▶ **Exercise requirements**
List all the lines in these records that hold "gradient".

START Provided data

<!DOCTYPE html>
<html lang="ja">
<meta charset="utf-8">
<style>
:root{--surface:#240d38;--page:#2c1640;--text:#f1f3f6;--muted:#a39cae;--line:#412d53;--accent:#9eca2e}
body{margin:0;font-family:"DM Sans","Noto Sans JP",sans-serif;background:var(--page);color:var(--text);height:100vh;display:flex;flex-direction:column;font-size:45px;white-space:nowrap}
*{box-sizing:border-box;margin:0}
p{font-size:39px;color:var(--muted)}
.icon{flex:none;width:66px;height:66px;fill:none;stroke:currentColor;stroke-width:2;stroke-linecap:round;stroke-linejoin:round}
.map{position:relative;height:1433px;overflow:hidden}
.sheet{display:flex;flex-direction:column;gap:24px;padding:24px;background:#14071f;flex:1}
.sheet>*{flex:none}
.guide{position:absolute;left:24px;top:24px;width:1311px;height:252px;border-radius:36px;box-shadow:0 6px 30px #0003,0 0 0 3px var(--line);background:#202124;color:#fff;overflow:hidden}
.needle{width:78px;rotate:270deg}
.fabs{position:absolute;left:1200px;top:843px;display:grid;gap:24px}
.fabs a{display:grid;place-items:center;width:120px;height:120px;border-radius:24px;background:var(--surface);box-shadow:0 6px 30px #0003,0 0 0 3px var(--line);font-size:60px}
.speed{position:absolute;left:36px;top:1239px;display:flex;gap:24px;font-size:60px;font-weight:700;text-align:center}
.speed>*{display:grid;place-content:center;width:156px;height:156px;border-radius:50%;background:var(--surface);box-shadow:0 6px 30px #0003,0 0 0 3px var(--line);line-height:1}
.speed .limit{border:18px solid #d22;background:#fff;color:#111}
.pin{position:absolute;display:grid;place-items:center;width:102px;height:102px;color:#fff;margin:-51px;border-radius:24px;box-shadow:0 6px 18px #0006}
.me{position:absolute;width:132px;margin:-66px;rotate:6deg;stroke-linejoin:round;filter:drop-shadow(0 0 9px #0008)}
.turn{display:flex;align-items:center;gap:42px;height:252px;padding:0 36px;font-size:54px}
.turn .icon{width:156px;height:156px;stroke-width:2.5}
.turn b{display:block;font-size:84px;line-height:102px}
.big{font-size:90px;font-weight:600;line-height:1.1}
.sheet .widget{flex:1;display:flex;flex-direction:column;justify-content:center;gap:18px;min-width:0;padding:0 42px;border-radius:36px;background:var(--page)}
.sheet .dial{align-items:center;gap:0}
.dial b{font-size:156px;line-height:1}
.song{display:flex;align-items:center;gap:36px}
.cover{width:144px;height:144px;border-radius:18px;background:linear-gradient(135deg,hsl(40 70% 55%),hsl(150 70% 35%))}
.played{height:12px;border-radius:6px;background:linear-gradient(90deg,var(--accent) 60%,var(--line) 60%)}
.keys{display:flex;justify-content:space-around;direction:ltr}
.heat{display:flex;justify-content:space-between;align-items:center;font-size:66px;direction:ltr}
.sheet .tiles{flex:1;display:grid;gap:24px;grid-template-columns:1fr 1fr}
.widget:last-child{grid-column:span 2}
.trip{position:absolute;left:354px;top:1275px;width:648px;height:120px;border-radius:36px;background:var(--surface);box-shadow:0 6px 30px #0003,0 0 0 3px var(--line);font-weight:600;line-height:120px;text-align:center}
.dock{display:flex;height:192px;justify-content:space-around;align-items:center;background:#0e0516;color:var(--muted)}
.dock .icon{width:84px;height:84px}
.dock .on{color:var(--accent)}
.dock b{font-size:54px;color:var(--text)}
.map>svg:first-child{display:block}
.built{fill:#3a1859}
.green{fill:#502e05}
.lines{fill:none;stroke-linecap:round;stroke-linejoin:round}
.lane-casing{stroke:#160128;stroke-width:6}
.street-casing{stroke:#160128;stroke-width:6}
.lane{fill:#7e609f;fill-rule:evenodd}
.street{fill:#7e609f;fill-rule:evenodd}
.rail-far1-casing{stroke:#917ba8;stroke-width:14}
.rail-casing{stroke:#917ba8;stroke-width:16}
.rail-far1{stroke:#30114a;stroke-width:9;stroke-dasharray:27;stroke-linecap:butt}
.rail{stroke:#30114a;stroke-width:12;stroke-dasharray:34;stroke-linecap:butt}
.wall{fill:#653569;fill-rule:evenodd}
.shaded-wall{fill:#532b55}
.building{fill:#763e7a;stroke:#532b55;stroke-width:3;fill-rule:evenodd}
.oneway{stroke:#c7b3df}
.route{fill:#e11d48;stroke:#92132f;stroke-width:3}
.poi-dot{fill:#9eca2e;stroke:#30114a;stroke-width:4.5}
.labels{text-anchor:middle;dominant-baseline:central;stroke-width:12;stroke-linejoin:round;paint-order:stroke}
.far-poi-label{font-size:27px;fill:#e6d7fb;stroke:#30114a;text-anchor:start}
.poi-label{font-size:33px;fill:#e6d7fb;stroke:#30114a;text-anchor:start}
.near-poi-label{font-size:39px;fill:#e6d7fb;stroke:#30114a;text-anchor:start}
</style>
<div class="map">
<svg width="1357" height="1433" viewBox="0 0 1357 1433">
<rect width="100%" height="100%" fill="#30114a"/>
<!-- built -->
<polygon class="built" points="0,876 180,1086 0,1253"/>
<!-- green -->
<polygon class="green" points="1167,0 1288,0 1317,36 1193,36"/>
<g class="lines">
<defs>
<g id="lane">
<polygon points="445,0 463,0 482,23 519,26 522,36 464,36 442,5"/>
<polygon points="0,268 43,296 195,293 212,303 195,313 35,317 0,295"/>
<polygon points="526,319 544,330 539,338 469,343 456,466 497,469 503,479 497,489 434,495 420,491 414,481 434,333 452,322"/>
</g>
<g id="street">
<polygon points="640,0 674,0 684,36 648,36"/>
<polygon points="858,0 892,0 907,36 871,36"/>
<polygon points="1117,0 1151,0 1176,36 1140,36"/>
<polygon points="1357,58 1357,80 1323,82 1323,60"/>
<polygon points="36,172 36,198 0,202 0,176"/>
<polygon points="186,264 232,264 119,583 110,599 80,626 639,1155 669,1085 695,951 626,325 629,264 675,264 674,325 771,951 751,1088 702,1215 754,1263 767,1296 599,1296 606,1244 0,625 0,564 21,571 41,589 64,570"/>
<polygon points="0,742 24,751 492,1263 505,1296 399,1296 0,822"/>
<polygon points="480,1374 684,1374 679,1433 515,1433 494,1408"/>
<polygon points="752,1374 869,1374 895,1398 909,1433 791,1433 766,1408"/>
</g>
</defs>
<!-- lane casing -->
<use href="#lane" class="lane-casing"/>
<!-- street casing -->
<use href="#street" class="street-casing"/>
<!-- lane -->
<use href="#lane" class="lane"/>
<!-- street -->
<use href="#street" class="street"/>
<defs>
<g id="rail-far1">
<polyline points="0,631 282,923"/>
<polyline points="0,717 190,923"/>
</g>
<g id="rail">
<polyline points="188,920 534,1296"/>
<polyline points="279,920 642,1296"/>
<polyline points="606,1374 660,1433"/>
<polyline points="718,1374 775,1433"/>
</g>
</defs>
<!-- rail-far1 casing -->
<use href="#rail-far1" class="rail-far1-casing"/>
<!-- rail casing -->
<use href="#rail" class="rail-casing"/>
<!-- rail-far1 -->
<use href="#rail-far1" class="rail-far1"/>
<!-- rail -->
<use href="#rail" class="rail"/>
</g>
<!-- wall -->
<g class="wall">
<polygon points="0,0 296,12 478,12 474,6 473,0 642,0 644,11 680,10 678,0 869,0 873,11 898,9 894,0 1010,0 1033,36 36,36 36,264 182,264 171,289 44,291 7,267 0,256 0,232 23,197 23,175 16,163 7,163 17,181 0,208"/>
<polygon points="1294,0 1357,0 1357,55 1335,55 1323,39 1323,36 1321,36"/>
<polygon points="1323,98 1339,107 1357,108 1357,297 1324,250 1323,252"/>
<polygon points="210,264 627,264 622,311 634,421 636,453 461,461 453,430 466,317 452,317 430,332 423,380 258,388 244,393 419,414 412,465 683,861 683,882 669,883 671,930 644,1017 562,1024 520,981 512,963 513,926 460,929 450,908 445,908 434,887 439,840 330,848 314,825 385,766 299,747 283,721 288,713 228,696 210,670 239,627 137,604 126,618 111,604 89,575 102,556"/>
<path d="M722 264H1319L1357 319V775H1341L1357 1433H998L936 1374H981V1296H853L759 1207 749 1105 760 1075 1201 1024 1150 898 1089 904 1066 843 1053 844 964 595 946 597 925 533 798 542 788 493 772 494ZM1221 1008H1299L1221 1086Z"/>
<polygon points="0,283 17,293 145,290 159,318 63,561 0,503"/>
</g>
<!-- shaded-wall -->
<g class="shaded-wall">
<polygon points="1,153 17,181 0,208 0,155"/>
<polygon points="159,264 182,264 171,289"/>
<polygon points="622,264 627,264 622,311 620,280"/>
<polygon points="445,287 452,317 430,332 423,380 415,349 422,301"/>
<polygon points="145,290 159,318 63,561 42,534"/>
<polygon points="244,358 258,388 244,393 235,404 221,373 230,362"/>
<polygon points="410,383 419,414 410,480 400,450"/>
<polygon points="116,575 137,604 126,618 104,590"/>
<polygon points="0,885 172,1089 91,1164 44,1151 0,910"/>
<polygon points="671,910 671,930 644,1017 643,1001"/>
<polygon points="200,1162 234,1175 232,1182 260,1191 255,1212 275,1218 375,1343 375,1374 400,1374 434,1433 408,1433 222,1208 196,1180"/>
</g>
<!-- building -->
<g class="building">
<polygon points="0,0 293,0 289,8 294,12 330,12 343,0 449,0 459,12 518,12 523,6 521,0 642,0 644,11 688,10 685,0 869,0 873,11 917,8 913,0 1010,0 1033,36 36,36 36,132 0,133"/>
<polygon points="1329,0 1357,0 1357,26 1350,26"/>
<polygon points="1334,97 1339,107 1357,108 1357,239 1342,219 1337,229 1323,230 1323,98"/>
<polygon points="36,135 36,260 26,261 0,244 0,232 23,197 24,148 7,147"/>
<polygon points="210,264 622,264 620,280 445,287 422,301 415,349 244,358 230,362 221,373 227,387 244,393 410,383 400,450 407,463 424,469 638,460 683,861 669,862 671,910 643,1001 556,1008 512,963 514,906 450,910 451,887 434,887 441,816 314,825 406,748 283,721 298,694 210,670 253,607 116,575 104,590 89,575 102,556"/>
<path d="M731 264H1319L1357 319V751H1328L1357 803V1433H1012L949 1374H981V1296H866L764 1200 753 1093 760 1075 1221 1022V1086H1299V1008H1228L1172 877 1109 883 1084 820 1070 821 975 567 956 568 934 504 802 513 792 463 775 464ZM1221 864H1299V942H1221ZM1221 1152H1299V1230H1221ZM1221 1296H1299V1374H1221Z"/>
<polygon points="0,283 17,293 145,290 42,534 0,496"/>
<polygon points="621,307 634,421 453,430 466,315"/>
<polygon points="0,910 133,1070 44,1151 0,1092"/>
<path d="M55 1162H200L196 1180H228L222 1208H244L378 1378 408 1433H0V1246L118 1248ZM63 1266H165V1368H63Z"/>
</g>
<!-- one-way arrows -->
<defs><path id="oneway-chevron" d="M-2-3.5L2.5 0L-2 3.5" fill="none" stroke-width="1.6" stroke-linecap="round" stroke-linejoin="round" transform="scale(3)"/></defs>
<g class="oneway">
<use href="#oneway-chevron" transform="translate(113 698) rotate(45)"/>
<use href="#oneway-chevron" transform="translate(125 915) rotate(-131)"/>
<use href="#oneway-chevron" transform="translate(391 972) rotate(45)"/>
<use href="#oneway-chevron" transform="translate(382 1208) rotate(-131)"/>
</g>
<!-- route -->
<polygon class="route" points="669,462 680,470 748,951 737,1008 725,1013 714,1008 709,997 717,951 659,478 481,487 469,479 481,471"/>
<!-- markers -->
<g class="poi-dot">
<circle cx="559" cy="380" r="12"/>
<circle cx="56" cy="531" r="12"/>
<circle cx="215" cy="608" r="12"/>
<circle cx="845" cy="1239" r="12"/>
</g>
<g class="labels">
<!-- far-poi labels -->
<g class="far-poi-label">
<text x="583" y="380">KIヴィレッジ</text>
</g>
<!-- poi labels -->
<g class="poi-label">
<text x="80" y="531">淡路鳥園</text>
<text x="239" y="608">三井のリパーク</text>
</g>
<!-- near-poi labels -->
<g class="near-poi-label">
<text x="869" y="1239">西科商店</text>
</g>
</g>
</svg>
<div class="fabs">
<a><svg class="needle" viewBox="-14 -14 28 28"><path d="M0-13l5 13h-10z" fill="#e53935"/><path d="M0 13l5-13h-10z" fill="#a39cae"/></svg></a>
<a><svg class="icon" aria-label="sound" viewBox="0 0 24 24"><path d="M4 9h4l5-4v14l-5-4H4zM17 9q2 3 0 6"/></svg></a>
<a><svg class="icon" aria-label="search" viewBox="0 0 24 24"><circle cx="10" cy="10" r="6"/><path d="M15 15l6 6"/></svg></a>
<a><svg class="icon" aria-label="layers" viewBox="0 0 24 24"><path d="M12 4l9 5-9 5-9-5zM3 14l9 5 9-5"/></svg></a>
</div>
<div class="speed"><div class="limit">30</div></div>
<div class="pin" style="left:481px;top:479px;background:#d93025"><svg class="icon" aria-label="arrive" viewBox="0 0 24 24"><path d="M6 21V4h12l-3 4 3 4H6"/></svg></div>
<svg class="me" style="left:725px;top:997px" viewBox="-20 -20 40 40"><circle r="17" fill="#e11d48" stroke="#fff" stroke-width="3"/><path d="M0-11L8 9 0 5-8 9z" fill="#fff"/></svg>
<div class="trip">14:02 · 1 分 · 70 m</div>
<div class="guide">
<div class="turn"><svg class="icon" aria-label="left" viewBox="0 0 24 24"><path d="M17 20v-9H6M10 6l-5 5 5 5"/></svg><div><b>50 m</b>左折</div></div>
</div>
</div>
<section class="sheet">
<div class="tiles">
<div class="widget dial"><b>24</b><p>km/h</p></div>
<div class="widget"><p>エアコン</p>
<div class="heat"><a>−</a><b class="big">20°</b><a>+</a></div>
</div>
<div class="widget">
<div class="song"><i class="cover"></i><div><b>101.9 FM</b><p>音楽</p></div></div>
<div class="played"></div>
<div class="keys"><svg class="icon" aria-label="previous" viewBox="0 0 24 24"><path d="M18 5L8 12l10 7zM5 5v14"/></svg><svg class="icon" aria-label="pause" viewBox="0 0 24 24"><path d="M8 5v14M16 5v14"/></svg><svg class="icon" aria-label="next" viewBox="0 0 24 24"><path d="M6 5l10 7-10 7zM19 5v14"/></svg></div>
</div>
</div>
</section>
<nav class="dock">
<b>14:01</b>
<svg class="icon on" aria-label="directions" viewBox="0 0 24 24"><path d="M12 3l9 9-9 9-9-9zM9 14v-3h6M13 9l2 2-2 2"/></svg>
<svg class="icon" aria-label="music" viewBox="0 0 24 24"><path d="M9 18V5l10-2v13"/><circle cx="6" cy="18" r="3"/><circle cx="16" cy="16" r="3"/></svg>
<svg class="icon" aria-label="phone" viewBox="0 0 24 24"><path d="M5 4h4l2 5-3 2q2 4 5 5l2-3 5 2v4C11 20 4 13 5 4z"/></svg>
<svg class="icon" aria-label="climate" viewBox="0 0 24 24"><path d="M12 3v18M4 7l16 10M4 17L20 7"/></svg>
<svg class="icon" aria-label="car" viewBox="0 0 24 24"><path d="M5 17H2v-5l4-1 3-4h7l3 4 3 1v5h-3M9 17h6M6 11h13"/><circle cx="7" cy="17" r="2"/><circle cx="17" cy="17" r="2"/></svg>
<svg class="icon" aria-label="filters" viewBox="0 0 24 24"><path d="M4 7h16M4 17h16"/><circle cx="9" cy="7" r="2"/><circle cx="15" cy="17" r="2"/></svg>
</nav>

END Provided data

▶ **Written reply**
.cover{width:144px;height:144px;border-radius:18px;background:linear-gradient(135deg,hsl(40 70% 55%),hsl(150 70% 35%))}
.played{height:12px;border-radius:6px;background:linear-gradient(90deg,var(--accent) 60%,var(--line) 60%)}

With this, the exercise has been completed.